> Task item
Retrieve each line that contains the word "linecap" from the entries below.
━━━ Data for the task ━━━
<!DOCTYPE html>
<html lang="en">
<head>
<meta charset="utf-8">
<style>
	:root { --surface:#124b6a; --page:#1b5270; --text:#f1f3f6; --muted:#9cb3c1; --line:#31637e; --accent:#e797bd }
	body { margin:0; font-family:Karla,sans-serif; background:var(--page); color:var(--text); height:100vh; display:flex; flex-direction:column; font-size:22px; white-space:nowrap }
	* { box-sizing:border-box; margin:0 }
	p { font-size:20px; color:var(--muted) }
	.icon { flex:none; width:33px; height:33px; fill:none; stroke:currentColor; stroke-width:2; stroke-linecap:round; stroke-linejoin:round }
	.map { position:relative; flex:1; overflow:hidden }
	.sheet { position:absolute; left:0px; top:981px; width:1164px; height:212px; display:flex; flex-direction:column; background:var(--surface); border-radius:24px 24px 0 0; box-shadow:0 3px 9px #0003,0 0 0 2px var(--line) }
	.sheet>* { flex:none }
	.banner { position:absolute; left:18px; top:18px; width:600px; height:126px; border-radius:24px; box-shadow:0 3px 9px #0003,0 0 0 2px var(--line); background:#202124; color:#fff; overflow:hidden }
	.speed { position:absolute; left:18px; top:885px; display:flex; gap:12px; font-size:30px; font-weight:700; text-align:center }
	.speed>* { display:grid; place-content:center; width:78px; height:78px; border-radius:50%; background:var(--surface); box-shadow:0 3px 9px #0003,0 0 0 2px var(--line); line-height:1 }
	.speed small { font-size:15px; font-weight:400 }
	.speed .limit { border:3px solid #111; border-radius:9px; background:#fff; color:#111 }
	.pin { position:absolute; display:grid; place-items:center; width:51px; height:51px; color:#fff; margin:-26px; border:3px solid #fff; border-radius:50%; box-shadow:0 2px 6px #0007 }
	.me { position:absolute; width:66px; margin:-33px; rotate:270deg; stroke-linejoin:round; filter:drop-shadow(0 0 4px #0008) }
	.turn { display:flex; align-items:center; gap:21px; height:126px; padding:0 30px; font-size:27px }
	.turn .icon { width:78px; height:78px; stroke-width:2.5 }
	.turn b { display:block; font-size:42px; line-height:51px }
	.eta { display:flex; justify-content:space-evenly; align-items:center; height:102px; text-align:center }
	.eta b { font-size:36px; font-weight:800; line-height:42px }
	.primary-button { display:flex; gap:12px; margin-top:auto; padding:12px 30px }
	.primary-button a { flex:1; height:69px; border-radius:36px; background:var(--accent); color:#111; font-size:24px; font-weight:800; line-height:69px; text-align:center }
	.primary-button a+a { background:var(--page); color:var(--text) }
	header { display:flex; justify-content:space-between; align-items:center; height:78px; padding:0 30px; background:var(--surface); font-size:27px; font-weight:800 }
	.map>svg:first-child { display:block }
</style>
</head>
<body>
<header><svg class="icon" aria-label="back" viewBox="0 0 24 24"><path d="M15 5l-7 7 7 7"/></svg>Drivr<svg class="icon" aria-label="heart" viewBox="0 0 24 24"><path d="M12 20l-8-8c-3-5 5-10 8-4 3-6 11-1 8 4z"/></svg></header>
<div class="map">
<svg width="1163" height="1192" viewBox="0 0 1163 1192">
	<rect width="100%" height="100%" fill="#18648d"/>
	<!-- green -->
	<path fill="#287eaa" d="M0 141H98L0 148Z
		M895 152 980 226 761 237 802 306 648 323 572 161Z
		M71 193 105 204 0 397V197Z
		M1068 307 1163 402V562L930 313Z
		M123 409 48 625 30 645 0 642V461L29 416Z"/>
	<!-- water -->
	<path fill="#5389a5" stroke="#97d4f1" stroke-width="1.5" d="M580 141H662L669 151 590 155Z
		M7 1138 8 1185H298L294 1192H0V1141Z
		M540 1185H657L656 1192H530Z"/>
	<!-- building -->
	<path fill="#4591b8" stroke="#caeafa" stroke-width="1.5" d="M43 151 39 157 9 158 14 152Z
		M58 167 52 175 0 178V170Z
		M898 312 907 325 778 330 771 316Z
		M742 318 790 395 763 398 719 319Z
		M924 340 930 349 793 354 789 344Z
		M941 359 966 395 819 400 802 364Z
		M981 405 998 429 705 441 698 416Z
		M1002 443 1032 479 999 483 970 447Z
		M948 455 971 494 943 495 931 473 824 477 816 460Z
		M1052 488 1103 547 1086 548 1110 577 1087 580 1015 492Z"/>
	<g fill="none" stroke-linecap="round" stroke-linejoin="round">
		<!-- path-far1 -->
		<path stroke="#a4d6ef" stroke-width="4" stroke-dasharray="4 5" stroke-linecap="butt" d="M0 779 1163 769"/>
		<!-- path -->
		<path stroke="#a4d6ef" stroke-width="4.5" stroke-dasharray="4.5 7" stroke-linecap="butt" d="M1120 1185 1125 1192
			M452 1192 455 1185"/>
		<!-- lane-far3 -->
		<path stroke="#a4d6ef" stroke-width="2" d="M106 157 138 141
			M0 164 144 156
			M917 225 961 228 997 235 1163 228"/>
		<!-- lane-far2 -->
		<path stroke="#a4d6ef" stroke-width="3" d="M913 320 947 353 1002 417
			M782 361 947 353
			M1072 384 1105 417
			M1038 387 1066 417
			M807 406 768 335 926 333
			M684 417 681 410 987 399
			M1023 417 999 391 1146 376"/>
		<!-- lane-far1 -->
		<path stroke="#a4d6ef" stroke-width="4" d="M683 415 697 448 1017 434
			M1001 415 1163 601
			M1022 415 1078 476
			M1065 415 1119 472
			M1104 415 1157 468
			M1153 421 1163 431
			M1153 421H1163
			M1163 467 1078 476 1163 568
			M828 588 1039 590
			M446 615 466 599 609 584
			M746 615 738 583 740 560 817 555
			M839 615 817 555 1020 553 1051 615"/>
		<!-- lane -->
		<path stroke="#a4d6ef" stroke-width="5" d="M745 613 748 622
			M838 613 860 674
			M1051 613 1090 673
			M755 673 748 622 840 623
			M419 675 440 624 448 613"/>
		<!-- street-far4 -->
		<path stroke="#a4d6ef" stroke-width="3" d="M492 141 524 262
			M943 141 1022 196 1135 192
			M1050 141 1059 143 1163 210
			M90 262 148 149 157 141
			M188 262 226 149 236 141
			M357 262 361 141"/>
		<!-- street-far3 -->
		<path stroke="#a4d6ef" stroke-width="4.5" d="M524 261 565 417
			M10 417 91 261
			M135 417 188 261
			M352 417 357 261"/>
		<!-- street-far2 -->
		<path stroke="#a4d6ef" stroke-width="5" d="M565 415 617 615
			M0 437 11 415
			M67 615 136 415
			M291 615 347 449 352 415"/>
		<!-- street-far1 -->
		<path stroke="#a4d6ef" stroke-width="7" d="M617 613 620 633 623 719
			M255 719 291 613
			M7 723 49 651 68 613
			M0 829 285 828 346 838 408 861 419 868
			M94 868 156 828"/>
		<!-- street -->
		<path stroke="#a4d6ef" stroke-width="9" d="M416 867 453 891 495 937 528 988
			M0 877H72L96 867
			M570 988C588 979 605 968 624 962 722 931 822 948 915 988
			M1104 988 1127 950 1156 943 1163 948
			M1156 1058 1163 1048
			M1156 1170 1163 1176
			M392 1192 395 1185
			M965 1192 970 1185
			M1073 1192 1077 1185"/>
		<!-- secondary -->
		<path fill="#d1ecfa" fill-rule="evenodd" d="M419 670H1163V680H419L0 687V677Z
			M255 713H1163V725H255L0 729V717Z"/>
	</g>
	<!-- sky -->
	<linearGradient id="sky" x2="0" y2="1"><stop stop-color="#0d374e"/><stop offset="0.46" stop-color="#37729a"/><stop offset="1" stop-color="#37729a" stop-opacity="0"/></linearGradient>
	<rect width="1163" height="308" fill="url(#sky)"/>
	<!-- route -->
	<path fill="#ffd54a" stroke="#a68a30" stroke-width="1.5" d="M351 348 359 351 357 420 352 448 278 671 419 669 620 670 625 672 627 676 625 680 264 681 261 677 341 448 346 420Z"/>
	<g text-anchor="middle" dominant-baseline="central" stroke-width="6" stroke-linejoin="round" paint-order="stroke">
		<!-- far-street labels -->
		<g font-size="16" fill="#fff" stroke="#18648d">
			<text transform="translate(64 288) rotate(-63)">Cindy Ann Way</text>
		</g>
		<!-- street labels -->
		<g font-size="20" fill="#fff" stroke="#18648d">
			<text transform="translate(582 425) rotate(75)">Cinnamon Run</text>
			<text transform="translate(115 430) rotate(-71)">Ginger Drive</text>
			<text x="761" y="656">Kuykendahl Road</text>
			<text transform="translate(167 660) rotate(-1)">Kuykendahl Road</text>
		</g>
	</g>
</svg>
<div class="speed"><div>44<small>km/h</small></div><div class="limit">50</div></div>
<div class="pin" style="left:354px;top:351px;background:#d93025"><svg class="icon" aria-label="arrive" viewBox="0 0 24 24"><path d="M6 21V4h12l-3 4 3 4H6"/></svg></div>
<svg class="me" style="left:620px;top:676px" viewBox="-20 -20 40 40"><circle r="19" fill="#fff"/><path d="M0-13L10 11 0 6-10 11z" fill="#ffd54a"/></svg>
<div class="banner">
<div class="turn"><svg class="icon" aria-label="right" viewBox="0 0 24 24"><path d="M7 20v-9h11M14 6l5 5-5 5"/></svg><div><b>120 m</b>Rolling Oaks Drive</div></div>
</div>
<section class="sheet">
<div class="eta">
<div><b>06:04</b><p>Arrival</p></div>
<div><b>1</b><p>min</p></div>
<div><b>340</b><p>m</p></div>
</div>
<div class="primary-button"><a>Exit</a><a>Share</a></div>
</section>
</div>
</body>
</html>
━━━
> Solution to the problem
	.icon { flex:none; width:33px; height:33px; fill:none; stroke:currentColor; stroke-width:2; stroke-linecap:round; stroke-linejoin:round }
	<g fill="none" stroke-linecap="round" stroke-linejoin="round">
		<path stroke="#a4d6ef" stroke-width="4" stroke-dasharray="4 5" stroke-linecap="butt" d="M0 779 1163 769"/>
		<path stroke="#a4d6ef" stroke-width="4.5" stroke-dasharray="4.5 7" stroke-linecap="butt" d="M1120 1185 1125 1192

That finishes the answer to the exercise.